Таким я его никогда еще не видела, но меня это не испугало. Но когда он рванул в мою сторону и занес надо мной руку, испугалась не на шутку. Одно дело – получить от мачехи, это дело привычное, но когда на тебя поднимает руку родной отец – совсем другое. Ему не нужно было прилагать много сил, но от его звонкой пощечины я упала на колени. В этот момент мой хрупкий внутренний мир окончательно рухнул. В глазах отца не было ни капли сожаления или ужаса от осознания свершившегося. Только безграничные ярость и злоба.

На пороге комнаты появилась мачеха:

– Роберт, ты что, ударил ее? Ты нормальный вообще? Да ты с ума сошел, она же может пойти и заявить на тебя в полицию! Что я буду делать, если тебя арестуют?– воскликнула мачеха.

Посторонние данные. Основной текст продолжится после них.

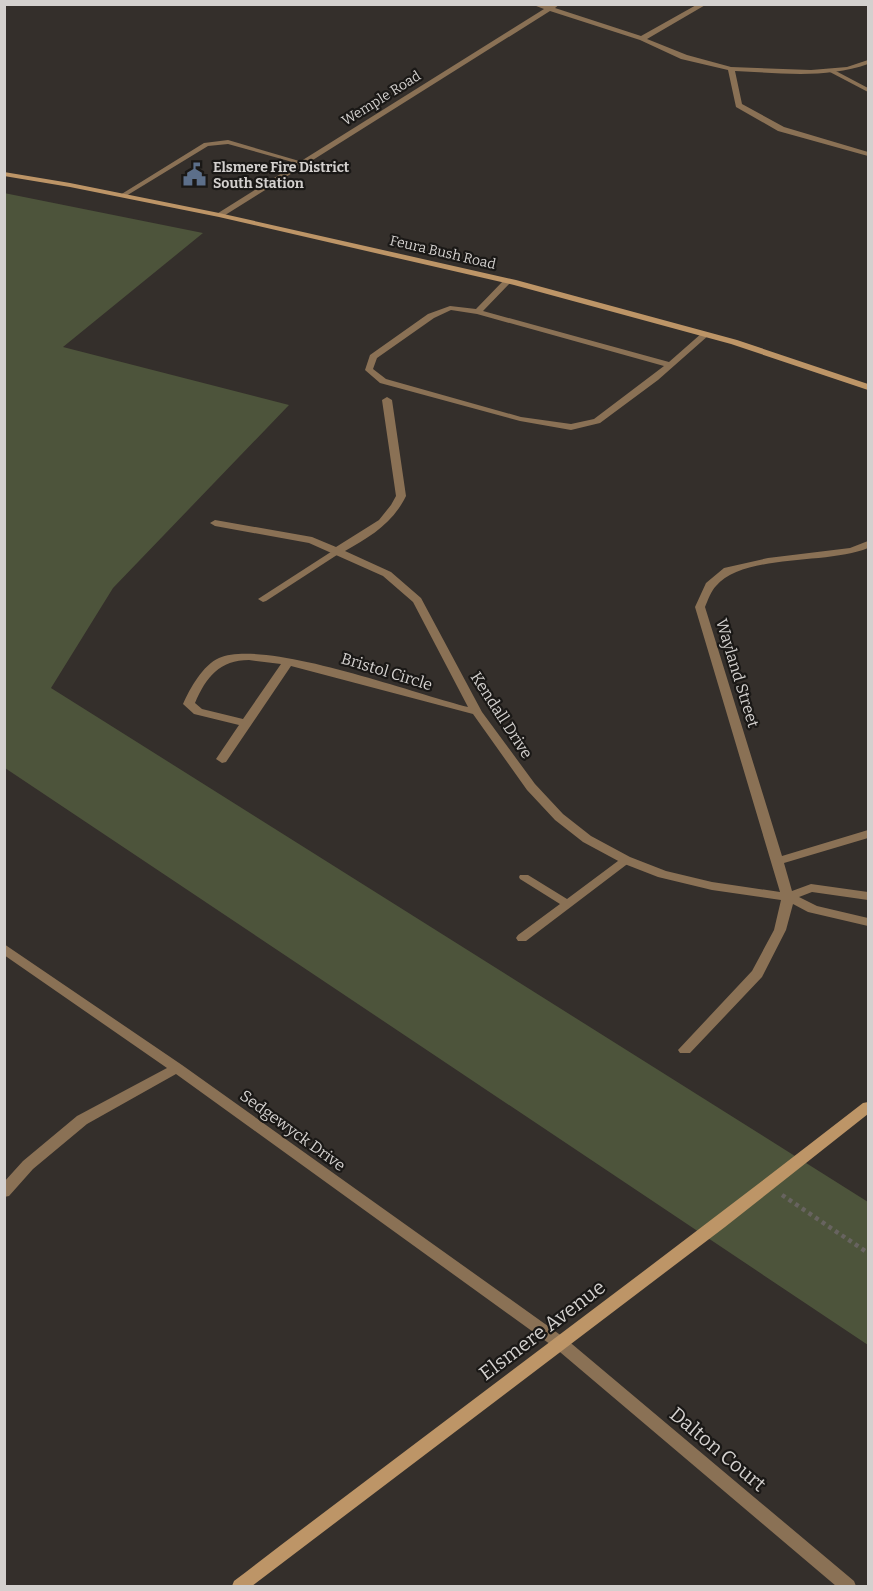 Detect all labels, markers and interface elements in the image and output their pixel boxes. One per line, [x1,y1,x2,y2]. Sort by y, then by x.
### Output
street label: Wemple Road [339,67,424,129]
place label: Elsmere Fire District South Station [213,159,350,192]
public building icon: Elsmere Fire District South Station [182,162,208,188]
street label: Feura Bush Road [388,232,498,273]
street label: Wayland Street [712,616,763,730]
street label: Bristol Circle [339,649,435,694]
street label: Kendall Drive [467,668,537,762]
street label: Sedgewyck Drive [236,1086,349,1175]
street label: Elsmere Avenue [474,1275,610,1385]
street label: Dalton Court [665,1402,771,1496]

Не слушая больше эту парочку, я вскочила и стремительно понеслась по лестнице на первый этаж. Когда пробегала мимо обеденного стола к входным дверям, с него с грохотом полетела на пол посуда, словно ее сдуло ветром, как картонную. Это выглядело пугающе странно, но об этом можно будет подумать позже. На пороге не глядя, обулась в первые попавшиеся на глаза балетки и выбежала из дома.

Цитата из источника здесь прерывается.